- _EXERCISE INSTRUCTIONS_:
What is the number of lines in the entries that contain the word "roads"? Answer with that figure alone.

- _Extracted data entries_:
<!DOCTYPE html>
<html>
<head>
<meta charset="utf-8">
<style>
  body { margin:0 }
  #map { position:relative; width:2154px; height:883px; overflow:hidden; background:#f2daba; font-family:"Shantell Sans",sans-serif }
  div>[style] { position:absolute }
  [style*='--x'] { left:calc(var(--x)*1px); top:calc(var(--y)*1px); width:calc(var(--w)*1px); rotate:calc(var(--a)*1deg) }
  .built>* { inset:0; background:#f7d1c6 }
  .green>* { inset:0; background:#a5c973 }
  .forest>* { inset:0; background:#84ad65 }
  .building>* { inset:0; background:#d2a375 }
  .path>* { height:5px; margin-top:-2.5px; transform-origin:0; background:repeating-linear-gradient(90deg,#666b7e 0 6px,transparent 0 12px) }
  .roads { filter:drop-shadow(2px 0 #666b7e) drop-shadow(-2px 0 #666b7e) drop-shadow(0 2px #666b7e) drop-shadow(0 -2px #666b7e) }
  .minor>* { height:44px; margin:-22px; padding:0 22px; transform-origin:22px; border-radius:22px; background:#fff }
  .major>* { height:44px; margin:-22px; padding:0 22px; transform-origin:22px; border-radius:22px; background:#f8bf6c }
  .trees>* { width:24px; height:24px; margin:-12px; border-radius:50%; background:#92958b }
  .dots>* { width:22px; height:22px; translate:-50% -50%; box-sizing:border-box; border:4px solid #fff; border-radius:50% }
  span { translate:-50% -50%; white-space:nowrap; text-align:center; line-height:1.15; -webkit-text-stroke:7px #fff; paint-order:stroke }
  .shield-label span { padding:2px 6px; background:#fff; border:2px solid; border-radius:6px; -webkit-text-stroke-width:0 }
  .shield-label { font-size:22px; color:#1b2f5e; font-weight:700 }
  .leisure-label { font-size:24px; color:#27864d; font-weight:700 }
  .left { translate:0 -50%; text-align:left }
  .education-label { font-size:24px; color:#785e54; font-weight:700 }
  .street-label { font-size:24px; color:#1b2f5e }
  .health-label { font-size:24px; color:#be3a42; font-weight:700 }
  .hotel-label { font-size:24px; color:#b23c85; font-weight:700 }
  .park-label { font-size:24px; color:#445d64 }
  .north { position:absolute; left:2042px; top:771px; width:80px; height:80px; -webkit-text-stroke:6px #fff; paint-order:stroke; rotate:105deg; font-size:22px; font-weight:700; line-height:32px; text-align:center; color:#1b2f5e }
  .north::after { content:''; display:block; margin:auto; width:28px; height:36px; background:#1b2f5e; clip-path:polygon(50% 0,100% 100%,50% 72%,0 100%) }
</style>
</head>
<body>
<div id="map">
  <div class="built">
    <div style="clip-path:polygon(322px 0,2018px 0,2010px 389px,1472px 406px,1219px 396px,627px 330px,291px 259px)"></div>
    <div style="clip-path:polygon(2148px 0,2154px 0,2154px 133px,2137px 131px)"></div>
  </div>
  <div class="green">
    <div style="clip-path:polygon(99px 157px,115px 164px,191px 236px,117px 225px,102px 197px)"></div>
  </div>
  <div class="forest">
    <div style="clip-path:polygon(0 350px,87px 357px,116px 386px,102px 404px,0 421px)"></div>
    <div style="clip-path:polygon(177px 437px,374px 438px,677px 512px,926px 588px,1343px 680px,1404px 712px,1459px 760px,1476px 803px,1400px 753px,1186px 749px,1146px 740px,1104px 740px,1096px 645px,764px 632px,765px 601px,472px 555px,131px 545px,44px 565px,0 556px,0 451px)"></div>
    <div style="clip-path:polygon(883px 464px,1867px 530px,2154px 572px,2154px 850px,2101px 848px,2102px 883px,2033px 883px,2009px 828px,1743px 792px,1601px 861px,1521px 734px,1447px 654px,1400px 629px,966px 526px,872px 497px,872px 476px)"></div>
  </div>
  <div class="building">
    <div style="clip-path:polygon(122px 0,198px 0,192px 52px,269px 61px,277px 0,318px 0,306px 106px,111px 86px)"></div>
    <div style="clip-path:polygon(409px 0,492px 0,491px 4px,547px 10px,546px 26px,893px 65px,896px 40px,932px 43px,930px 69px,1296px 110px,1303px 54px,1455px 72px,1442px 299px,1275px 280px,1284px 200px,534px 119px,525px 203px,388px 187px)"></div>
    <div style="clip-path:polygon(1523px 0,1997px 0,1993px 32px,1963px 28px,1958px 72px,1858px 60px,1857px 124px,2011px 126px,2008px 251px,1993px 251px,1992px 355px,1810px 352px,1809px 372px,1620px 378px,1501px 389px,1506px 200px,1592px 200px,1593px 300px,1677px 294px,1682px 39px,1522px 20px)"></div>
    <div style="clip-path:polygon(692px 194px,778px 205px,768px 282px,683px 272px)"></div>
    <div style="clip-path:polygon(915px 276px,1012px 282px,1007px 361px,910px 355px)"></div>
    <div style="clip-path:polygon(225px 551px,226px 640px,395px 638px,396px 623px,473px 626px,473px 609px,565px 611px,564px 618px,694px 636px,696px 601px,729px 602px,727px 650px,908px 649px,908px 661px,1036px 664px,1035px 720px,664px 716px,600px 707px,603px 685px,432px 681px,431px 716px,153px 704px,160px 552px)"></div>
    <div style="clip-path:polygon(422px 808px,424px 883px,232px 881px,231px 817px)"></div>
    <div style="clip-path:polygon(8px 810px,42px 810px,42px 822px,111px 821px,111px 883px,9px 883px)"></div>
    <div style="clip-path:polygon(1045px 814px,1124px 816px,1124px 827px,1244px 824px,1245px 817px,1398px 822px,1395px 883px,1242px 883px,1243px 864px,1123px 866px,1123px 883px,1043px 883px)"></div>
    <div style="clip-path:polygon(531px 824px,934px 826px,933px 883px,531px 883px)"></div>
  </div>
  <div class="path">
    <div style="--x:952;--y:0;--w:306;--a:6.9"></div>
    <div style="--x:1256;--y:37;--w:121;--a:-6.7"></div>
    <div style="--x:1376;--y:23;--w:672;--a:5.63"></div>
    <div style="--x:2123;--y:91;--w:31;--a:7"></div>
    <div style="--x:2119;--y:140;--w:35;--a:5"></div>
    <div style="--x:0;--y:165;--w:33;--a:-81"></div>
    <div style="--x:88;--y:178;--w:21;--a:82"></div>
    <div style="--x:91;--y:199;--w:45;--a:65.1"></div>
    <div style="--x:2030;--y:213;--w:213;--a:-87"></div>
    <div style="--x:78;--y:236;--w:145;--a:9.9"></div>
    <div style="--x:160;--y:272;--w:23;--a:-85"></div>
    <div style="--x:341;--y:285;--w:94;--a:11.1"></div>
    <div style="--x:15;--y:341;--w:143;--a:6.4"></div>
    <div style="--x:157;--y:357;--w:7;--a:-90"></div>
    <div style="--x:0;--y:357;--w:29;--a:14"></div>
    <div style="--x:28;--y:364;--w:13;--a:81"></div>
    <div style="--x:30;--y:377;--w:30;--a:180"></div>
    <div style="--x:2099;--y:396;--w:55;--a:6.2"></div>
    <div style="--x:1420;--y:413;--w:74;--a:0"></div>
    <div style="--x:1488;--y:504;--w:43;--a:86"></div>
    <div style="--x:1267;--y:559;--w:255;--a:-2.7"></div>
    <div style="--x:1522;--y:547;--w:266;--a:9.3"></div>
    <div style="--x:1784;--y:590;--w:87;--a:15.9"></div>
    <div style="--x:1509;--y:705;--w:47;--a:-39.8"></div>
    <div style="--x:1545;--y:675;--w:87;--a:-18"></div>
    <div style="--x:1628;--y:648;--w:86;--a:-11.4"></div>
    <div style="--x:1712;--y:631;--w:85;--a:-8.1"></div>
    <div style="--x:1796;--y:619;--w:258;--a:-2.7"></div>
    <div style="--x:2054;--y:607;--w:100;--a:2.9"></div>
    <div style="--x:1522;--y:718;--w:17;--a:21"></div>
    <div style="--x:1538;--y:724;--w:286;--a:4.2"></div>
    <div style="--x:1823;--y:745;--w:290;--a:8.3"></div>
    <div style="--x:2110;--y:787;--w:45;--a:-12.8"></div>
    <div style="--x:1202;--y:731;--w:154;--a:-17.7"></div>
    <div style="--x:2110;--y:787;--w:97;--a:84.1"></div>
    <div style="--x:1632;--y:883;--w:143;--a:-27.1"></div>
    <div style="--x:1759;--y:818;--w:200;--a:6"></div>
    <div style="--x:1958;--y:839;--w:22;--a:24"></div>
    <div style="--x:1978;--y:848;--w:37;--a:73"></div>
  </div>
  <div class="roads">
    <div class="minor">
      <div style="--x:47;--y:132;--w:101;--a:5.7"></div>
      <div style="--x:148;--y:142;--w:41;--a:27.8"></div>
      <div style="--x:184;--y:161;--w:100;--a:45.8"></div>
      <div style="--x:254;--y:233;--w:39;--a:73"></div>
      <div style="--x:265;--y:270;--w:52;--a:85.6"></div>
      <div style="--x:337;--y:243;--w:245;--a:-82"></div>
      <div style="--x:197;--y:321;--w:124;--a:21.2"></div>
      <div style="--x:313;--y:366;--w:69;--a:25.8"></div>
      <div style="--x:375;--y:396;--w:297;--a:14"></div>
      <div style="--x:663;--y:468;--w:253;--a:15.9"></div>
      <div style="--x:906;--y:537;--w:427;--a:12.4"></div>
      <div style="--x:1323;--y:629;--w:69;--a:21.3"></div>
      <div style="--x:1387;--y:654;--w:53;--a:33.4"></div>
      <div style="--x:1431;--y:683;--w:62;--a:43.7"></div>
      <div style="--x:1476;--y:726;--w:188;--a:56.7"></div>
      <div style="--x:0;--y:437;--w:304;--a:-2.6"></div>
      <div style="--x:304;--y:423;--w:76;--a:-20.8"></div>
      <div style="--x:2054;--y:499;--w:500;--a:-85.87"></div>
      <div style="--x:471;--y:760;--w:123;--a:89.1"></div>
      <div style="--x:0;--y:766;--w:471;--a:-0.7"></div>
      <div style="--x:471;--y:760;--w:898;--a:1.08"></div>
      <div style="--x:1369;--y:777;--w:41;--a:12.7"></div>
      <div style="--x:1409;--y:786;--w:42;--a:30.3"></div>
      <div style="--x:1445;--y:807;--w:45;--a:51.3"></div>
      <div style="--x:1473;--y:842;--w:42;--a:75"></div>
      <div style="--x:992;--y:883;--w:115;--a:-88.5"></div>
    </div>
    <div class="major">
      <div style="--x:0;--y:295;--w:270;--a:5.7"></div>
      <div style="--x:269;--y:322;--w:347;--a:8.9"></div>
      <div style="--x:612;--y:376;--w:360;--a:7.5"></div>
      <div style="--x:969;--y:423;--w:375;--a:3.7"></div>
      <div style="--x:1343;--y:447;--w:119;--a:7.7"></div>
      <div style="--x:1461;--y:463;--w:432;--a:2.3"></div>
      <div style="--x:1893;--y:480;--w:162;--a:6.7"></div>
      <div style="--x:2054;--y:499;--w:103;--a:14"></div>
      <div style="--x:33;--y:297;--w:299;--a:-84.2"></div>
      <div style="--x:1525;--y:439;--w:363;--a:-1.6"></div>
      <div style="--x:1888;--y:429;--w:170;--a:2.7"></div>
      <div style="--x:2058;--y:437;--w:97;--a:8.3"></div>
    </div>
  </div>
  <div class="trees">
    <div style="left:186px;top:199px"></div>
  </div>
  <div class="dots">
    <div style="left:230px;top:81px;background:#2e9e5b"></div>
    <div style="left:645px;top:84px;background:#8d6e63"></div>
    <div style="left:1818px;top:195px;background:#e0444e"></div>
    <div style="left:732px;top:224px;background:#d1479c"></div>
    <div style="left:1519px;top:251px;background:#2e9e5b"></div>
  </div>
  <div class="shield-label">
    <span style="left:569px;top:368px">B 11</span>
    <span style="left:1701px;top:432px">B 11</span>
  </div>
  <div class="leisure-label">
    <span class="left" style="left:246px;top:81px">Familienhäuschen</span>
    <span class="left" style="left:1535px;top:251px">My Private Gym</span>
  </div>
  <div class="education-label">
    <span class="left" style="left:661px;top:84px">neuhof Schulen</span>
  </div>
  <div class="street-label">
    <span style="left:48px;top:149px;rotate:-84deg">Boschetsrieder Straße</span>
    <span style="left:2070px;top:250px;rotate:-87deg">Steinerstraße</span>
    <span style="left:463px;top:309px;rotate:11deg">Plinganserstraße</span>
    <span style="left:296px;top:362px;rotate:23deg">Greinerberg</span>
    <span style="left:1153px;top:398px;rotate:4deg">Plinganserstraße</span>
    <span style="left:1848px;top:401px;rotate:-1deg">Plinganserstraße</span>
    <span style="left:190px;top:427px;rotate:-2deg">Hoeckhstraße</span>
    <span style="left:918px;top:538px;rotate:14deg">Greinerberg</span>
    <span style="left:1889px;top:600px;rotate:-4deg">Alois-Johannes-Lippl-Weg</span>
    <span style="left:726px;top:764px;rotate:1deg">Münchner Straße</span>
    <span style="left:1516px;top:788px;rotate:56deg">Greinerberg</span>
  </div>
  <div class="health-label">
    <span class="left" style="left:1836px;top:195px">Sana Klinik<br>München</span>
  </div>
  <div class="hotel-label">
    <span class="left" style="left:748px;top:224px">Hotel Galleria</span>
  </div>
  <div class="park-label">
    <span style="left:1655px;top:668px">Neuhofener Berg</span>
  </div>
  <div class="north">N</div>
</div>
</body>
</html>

- _RESULT FOR THIS TASK_:
2